**Supplied records:**
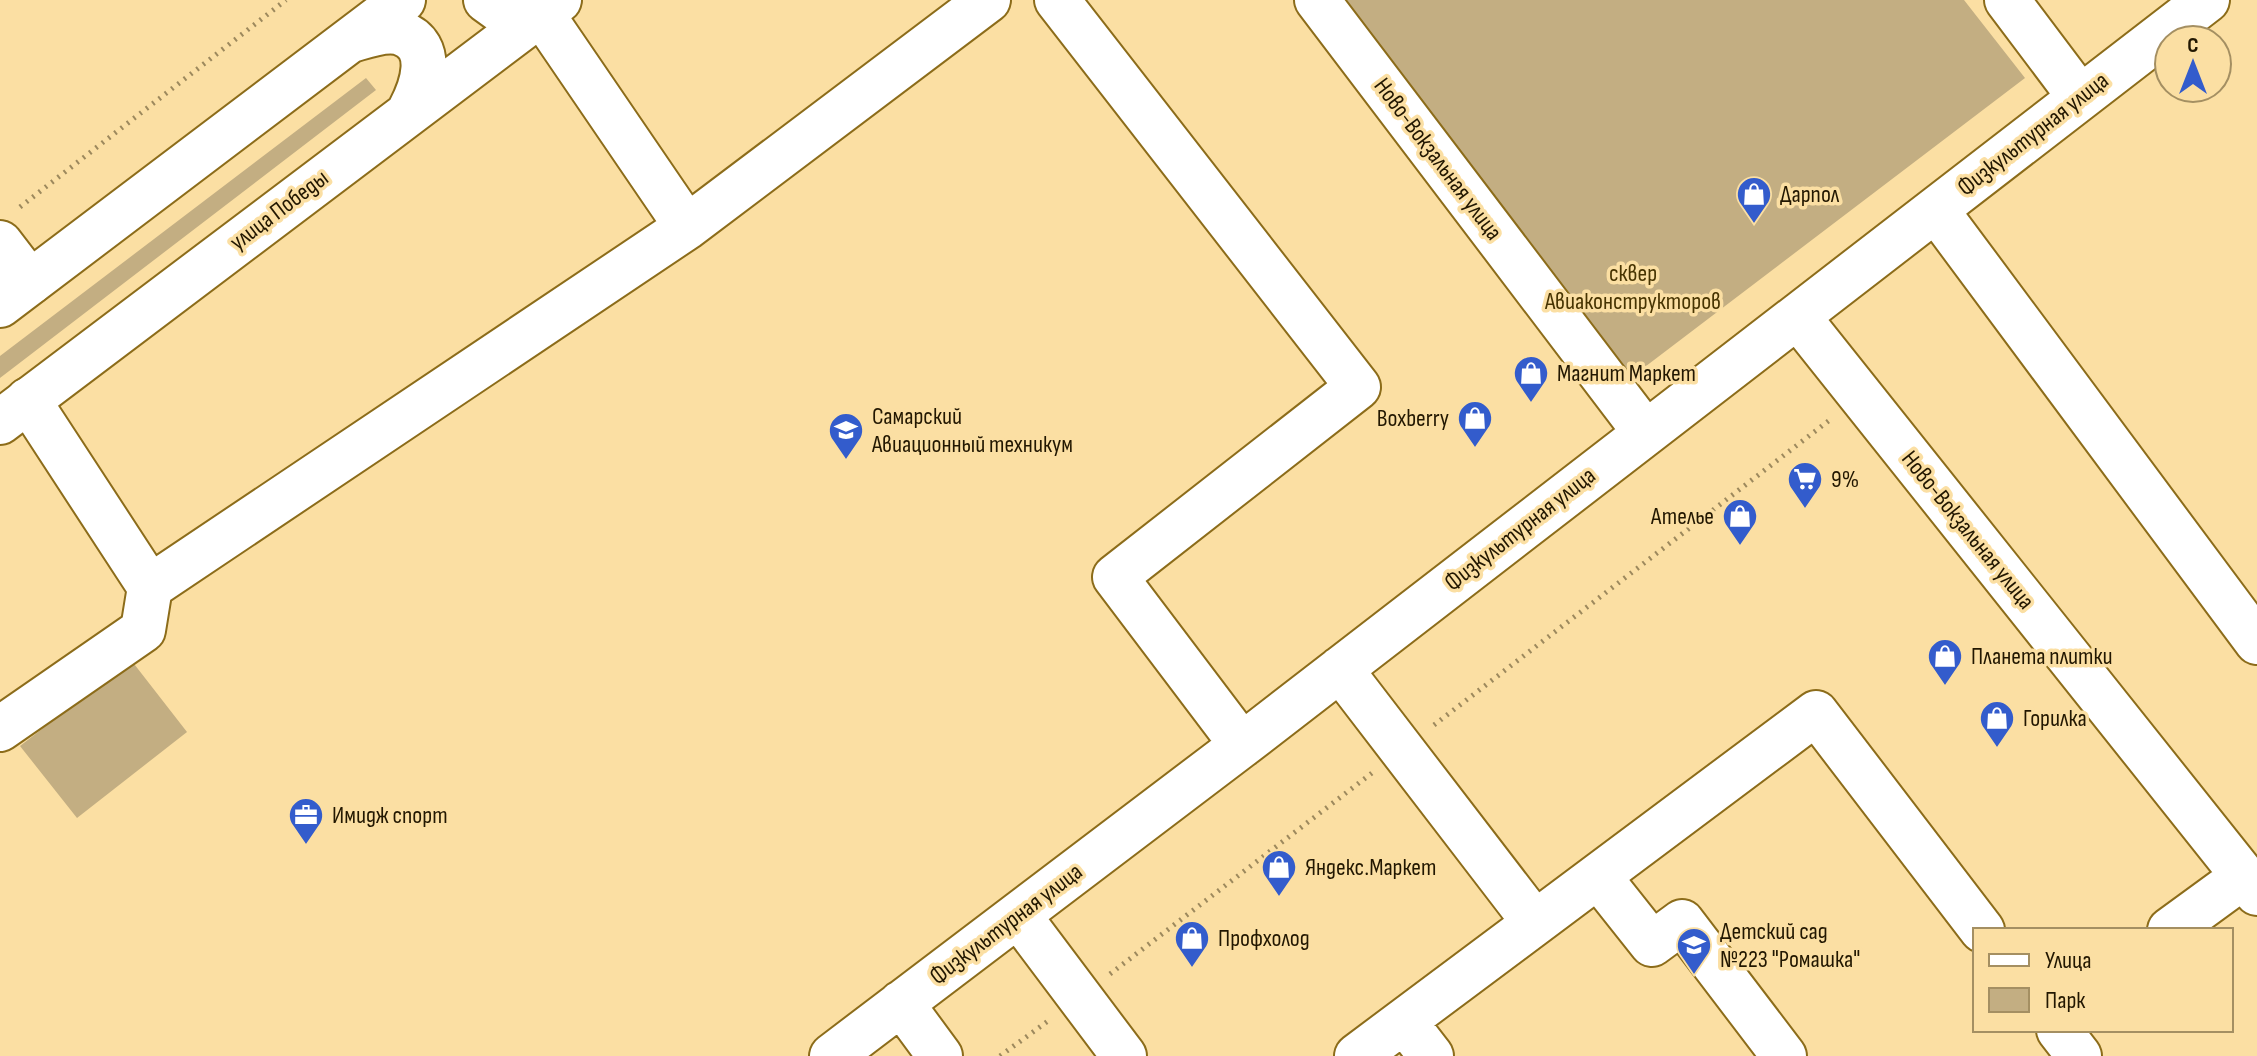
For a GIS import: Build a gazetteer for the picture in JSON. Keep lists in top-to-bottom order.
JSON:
{
  "streets": {
    "street": ["Физкультурная улица", "Ново-Вокзальная улица", "улица Победы"]
  },
  "crossings": [
    ["Физкультурная улица", "Ново-Вокзальная улица"]
  ],
  "parks": ["сквер Авиаконструкторов"],
  "places": {
    "shop": [
      "Дарпол",
      "Магнит Маркет",
      "Boxberry",
      "Ателье",
      "Планета плитки",
      "Горилка",
      "Яндекс.Маркет",
      "Профхолод"
    ],
    "school or university": ["Самарский Авиационный техникум", "Детский сад №223 \"Ромашка\""],
    "supermarket": ["9%"],
    "office": ["Имидж спорт"]
  },
  "legend": ["Улица", "Парк"],
  "north": "top"
}
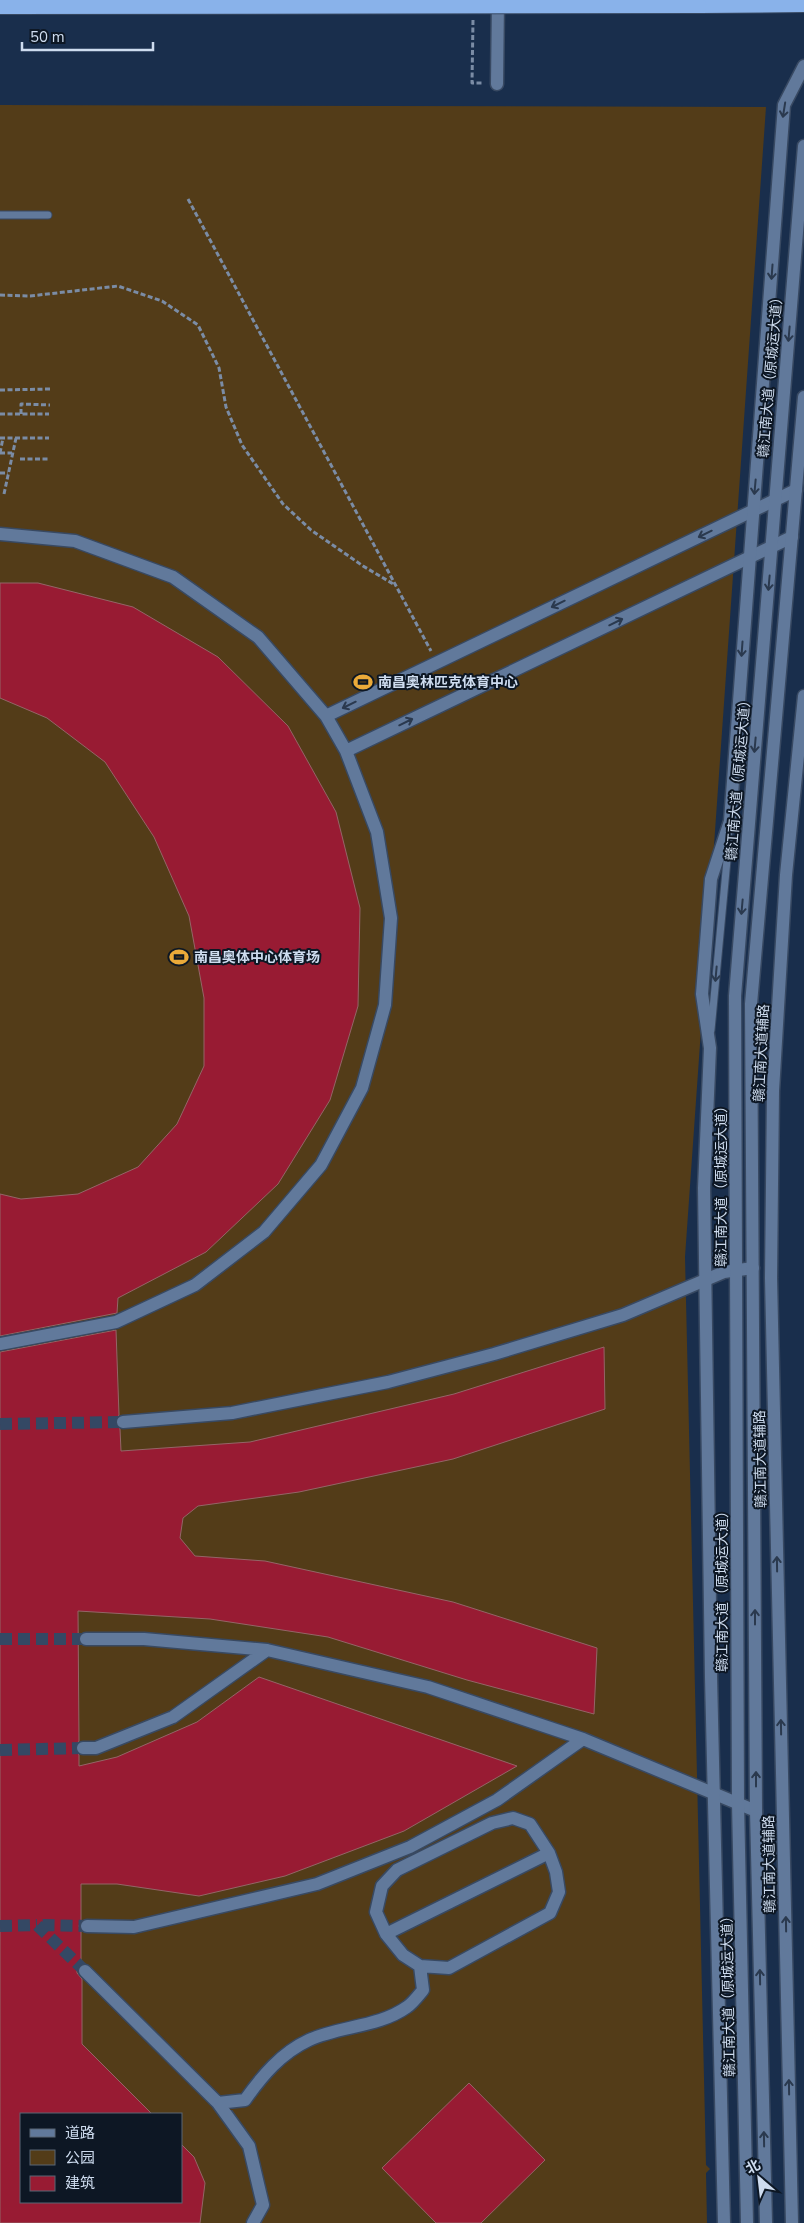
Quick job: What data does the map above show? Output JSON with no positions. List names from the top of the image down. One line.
{"streets":{"street":["赣江南大道（原城运大道）","赣江南大道辅路"]},"places":{"sports":["南昌奥林匹克体育中心","南昌奥体中心体育场"]},"legend":["道路","公园","建筑"],"scale_bar":"50 m","north":"top left"}
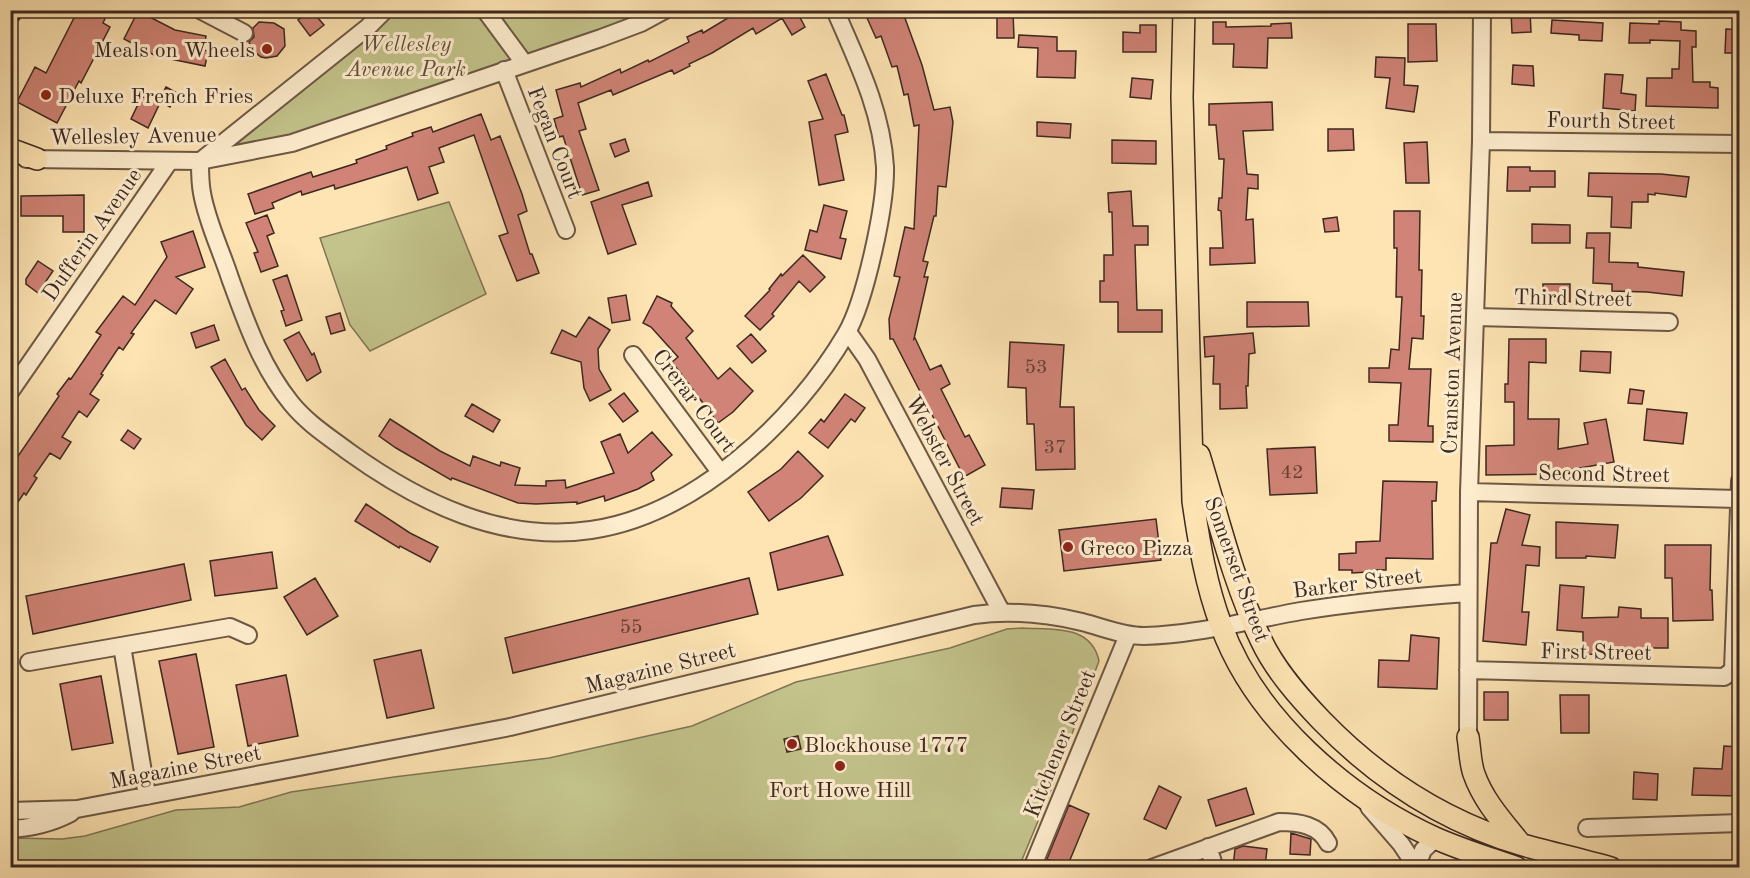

**What you are asked to do:** What you return must match the records letter for letter, except that the pictures stay out.

**Solved exercise:**
For a GIS import: Build a gazetteer for the picture in JSON. Keep lists in top-to-bottom order.
JSON:
{
  "streets": {
    "street": ["Физкультурная улица", "Ново-Вокзальная улица", "улица Победы"]
  },
  "crossings": [
    ["Физкультурная улица", "Ново-Вокзальная улица"]
  ],
  "parks": ["сквер Авиаконструкторов"],
  "places": {
    "shop": [
      "Дарпол",
      "Магнит Маркет",
      "Boxberry",
      "Ателье",
      "Планета плитки",
      "Горилка",
      "Яндекс.Маркет",
      "Профхолод"
    ],
    "school or university": ["Самарский Авиационный техникум", "Детский сад №223 \"Ромашка\""],
    "supermarket": ["9%"],
    "office": ["Имидж спорт"]
  },
  "legend": ["Улица", "Парк"],
  "north": "top"
}
Quick job: What data does the map above show? Output JSON with no positions. List names from the top of the image down. One line.
{"streets":{"street":["赣江南大道（原城运大道）","赣江南大道辅路"]},"places":{"sports":["南昌奥林匹克体育中心","南昌奥体中心体育场"]},"legend":["道路","公园","建筑"],"scale_bar":"50 m","north":"top left"}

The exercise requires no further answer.